Project title: Archive for a Fragile Island

Location: The Round Tower, Broad St, Old Portsmouth, UK

Date: 30th July – 3rd August, 2025

Artist Statement:

I am an artist working with walking, mapping, drawing, sculpture, film and sound. My work aims to explore the ambiguity associated with any attempt to map or categorise landscape. The idea that “the map is not the territory” points toward an inherent gap in our knowing; an unachievable rationalisation of our surroundings and our place within it. By referencing the visual language of the map, the book and the archive, I aim to unpick the often implied objectivity of these modes of presentation in order to engage with more fluid and reflexive expressions of our place in the world.

Contextual Statement:

For my final major project I wanted to question the implied objective truth of the map and the archive as records of place, using Portsmouth, my home, as an example.
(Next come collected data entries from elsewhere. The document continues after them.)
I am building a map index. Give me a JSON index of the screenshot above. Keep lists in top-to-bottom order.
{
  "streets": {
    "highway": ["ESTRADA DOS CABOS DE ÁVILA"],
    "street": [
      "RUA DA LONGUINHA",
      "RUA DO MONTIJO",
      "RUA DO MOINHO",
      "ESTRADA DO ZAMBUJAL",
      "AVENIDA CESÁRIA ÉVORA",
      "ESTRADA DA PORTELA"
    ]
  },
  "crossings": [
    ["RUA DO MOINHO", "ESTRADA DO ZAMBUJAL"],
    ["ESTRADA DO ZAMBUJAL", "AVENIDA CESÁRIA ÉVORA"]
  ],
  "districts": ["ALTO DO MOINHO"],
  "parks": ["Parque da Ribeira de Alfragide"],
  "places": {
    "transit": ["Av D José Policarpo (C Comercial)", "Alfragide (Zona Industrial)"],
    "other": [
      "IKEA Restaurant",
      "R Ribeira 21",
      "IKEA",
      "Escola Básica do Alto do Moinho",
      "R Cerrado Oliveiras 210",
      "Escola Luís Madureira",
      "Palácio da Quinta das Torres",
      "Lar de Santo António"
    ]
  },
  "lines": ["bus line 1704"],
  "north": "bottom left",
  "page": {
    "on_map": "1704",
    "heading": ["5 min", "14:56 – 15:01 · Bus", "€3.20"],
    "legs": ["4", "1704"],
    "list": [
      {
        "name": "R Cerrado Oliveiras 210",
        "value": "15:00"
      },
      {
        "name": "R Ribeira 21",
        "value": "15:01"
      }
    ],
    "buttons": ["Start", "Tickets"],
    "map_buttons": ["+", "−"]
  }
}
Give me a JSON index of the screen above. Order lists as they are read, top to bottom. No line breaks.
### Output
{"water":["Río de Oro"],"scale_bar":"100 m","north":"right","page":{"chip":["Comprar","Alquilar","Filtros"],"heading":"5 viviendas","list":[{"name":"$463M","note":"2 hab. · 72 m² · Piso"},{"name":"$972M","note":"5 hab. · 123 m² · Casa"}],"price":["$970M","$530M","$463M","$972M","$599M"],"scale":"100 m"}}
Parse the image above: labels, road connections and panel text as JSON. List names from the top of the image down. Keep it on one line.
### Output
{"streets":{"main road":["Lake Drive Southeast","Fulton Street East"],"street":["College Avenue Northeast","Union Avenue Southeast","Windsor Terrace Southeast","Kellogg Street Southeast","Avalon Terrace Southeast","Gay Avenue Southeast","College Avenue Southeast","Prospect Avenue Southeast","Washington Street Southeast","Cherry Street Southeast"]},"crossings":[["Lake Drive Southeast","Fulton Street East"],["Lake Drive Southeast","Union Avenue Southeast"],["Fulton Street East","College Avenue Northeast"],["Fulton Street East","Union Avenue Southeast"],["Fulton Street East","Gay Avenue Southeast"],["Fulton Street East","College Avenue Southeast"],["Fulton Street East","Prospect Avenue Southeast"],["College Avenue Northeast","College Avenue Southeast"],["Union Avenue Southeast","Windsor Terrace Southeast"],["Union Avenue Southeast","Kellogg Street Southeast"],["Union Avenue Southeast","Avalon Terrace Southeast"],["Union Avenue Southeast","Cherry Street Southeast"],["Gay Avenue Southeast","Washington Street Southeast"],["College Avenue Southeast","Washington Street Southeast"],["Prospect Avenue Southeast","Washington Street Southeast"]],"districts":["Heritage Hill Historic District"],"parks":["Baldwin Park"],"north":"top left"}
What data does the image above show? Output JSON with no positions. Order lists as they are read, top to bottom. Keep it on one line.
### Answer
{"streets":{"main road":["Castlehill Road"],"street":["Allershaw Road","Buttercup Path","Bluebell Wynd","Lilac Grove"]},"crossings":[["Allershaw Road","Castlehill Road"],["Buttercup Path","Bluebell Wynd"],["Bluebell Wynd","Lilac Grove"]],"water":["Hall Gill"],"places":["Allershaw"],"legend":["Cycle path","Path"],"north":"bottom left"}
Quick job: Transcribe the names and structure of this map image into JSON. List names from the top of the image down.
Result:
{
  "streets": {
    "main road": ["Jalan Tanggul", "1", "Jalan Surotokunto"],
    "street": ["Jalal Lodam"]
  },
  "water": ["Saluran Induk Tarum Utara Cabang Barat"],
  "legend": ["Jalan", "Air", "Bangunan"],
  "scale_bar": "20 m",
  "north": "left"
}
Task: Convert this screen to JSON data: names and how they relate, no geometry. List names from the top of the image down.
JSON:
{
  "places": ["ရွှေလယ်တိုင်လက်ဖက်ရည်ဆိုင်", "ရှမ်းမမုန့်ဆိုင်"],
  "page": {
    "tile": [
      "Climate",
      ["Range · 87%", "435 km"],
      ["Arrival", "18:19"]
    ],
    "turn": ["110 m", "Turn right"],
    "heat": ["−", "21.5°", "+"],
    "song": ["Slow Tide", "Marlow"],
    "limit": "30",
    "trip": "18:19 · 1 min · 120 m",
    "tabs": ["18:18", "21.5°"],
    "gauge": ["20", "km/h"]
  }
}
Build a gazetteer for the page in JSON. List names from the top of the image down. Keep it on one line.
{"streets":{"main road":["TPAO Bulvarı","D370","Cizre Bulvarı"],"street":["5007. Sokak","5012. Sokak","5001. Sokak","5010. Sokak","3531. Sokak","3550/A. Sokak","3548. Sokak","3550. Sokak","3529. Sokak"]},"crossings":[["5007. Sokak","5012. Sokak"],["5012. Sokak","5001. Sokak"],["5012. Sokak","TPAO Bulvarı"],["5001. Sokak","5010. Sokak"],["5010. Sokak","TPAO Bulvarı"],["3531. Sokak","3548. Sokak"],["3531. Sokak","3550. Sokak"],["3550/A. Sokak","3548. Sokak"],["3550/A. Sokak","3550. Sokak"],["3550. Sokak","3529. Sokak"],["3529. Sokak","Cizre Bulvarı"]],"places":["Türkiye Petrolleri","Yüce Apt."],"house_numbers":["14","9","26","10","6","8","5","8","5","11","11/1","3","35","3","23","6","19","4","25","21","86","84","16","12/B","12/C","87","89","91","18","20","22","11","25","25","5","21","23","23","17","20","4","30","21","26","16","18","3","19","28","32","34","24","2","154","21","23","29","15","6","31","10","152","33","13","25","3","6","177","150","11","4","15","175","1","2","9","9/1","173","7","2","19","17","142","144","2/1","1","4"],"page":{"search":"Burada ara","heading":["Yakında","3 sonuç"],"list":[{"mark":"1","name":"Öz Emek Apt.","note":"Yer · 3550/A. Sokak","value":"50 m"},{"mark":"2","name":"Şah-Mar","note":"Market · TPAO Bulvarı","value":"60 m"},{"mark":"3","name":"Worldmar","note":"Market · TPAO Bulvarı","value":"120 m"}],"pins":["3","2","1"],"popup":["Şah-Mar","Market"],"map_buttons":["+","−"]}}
The city fully covers Portsea Island, whose coastline has considerably altered over time due to human and non-human factors. Similarly, Portsmouth’s role as a centre of naval power has fluctuated, mirroring the decline and loss of an empire and the certainty it once provided. Given this physical and symbolic flux, it seemed appropriate to adopt methodologies that subvert the certainty and finitude of archival practice, offering a more fluid and ambiguous perspective.

Detail of artist book Cartotemporal Mnemosynic Sheet No: RF00004 – West / Communicate

On visiting locations along Portsea Island’s coastline (nominally at the four points of the compass), in addition to traditional methods like collecting objects, photography and drawing, I also adopted two processes to access less predictable outcomes. The first was asemic writing – mark-making that appears as writing but without specific meaning. As I sensed the place, I made marks that recorded the experience, but which could not be reinterpreted later in any conventional sense. 

Secondly, the 3D scanning app Kiri Engine created misleadingly accurate representations of objects and geographical features. The resulting glitches – some areas detailed, others generalised or omitted – offered new, unreliable interpretations that nonetheless had the appearance of technological accuracy.

3D scan of the tide washing over a concrete submarine block on Southsea seafront

These inconsistencies and absences align with Derrida’s Archive Fever, which discusses how archived memory inevitably “forces out other memories” (Derrida and Prenowitz 1995). They also resonate with Stuart Hall’s reference to “a fantasy of completeness” in Constituting an Archive (Hall 2001) and Mark Fisher’s definition of the eerie (Fisher 2016). The locations themselves had an essential eeriness, partly due to the presence of infrastructure whose purpose is now absent. My consideration of objectivity was informed by Donna Haraway’s Situated Knowledges (Haraway 1988) and her critique of the “modest witness” (Haraway 1997), which led me to reflect on my own role within the archive. This, alongside Tim Ingold’s ideas on research as an art practice (Ingold 2020), was significant, as I freed myself from trying to create a “true” sense of place.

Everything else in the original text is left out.